C'est l'opinion de l'analyste de l'éducation Francisco Cajiao, qui affirme qu'il est évident que, en raison d'une position idéologique, le Gouvernement ignorerait le secteur de l'enseignement supérieur privé, sans se soucier de l'impact que cette décision entraînerait : « Les promesses de renforcer l'éducation publique ne se matérialiseront pas avant une décennie. Créer une nouvelle université ou créer de nouvelles places universitaires ne se fait pas du jour au lendemain. Il y a un manque total de réalisme ; il n’est pas possible à l’heure actuelle d’étendre la couverture sans l’offre mixte actuelle. »
Les chiffres le prouvent.

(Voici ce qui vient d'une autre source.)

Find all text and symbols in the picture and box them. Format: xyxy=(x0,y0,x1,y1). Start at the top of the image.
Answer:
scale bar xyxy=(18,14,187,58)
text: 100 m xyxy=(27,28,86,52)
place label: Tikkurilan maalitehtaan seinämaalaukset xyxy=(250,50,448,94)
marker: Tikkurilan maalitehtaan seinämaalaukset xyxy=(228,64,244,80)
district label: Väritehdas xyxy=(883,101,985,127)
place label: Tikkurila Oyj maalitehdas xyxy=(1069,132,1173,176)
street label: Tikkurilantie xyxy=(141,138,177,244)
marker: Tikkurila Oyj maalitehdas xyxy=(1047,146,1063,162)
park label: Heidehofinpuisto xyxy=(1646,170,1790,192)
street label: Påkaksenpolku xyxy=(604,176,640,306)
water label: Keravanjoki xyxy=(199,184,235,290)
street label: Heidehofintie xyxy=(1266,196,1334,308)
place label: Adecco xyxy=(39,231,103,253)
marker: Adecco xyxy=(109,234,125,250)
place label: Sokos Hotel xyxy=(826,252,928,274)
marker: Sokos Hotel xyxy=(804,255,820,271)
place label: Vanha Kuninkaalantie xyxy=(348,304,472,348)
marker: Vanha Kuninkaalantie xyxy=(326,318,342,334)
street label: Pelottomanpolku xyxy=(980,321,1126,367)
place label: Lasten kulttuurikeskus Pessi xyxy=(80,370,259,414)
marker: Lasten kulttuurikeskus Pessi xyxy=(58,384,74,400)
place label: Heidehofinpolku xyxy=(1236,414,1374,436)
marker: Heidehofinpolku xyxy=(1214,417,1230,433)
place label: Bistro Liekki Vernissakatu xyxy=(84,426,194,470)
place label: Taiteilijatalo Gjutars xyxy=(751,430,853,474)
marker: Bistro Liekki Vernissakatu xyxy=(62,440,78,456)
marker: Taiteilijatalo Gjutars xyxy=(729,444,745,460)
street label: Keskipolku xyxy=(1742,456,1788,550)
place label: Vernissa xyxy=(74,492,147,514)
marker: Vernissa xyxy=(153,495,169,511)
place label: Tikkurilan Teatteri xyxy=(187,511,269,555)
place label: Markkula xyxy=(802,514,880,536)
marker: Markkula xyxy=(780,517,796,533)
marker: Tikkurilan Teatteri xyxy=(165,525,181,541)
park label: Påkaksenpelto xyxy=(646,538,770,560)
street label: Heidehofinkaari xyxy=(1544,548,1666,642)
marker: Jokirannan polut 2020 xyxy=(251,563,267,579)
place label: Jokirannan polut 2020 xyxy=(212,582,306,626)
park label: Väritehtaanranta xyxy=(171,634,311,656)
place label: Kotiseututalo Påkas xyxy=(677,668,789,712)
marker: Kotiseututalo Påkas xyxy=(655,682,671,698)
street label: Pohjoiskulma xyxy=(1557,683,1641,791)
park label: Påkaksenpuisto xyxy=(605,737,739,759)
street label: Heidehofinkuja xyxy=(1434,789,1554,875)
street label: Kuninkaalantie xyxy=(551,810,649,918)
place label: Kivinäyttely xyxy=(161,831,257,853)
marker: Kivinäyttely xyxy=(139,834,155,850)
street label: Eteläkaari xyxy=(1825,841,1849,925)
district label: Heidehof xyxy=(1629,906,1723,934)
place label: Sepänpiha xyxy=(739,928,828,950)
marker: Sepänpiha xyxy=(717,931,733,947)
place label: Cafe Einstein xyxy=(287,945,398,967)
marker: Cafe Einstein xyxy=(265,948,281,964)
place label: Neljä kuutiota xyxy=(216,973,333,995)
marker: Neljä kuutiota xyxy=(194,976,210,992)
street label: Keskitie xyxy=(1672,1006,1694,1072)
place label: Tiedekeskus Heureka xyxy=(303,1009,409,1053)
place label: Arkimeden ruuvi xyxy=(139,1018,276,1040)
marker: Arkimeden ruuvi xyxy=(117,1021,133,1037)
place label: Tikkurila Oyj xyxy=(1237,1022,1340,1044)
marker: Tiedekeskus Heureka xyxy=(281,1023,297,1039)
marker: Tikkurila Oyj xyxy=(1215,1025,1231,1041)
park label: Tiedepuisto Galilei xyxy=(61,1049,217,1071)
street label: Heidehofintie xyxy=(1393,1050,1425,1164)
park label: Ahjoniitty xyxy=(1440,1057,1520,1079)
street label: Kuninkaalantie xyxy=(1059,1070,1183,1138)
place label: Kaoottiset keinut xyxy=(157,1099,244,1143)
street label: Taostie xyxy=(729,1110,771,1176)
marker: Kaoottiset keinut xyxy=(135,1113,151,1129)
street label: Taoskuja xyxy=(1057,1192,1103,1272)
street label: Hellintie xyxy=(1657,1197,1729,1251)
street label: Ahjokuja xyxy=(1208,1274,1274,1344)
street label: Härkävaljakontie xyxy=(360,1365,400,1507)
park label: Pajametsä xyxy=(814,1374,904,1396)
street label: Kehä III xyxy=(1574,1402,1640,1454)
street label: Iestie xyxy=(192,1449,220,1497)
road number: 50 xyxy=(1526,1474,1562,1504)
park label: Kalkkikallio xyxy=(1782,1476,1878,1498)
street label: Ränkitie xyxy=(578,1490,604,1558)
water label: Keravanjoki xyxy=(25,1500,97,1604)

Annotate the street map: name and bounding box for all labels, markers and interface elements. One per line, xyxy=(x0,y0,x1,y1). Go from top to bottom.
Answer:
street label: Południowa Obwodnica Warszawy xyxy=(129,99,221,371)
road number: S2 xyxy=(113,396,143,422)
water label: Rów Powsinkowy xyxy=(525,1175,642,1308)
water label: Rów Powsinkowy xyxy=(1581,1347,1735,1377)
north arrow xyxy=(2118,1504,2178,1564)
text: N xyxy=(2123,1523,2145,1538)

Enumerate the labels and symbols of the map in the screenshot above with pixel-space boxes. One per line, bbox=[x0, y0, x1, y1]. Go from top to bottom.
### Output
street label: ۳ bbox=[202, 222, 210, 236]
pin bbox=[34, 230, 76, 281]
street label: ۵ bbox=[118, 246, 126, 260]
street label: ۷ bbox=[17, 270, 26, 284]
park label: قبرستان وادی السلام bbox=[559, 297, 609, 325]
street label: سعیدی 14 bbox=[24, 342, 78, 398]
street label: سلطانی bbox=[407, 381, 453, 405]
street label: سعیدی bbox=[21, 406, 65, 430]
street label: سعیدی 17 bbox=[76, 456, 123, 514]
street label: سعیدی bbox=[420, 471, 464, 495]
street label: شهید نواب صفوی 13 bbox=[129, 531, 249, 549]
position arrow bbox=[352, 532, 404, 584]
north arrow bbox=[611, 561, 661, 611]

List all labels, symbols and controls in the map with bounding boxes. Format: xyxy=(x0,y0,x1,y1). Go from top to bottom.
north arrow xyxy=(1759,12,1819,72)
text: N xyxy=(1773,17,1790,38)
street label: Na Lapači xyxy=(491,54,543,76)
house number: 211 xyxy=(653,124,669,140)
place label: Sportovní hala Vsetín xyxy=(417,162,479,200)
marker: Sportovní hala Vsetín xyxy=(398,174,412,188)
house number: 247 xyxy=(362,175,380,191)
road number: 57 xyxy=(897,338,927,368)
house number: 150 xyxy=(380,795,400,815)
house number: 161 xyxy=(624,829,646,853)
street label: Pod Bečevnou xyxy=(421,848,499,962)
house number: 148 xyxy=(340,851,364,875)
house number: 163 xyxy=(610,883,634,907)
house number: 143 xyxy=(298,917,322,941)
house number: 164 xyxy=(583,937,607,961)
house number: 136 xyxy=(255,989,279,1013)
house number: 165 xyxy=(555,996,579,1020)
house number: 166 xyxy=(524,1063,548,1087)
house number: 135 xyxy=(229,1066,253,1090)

Selon les données du Système national d'information sur l'enseignement supérieur (SNIES), les universités privées ont enregistré 100 000 inscriptions de moins en premier cycle qu'il y a sept ans (une perte de 10 %), donc la perte d'utilisateurs d'Icetex mettrait en péril les finances du système.
Dans le même temps, les universités publiques semblent ne pas avoir la capacité d’atteindre les énormes objectifs de couverture fixés par le gouvernement. En fait, le Système Universitaire de l'Etat parle d'un déficit de 18 milliards de pesos dans le secteur, et la réforme éducative qui promet d'assainir les finances de ces institutions (la réforme des articles 86 et 87 de la Loi 30 de 1992) a à peine passé son premier débat à la Chambre des Représentants, bien qu'elle ait été déposée il y a presque un an.
En réponse à cela, Óscar Dominguez, directeur exécutif d'Ascun, déclare : « C'est une manière d'affaiblir le système d'enseignement supérieur privé en Colombie, qui représente les deux tiers des établissements du pays et près de la moitié des inscriptions, et c'est un revers dans l'objectif de nouvelles places. Les universités privées n’ont pas été prises en compte dans l’objectif. Nous avons clairement demandé au ministère de l'Éducation s'il cherchait à affaiblir les institutions. Il nous a répondu que ce n'était pas son intention, mais ses actes nous montrent le contraire.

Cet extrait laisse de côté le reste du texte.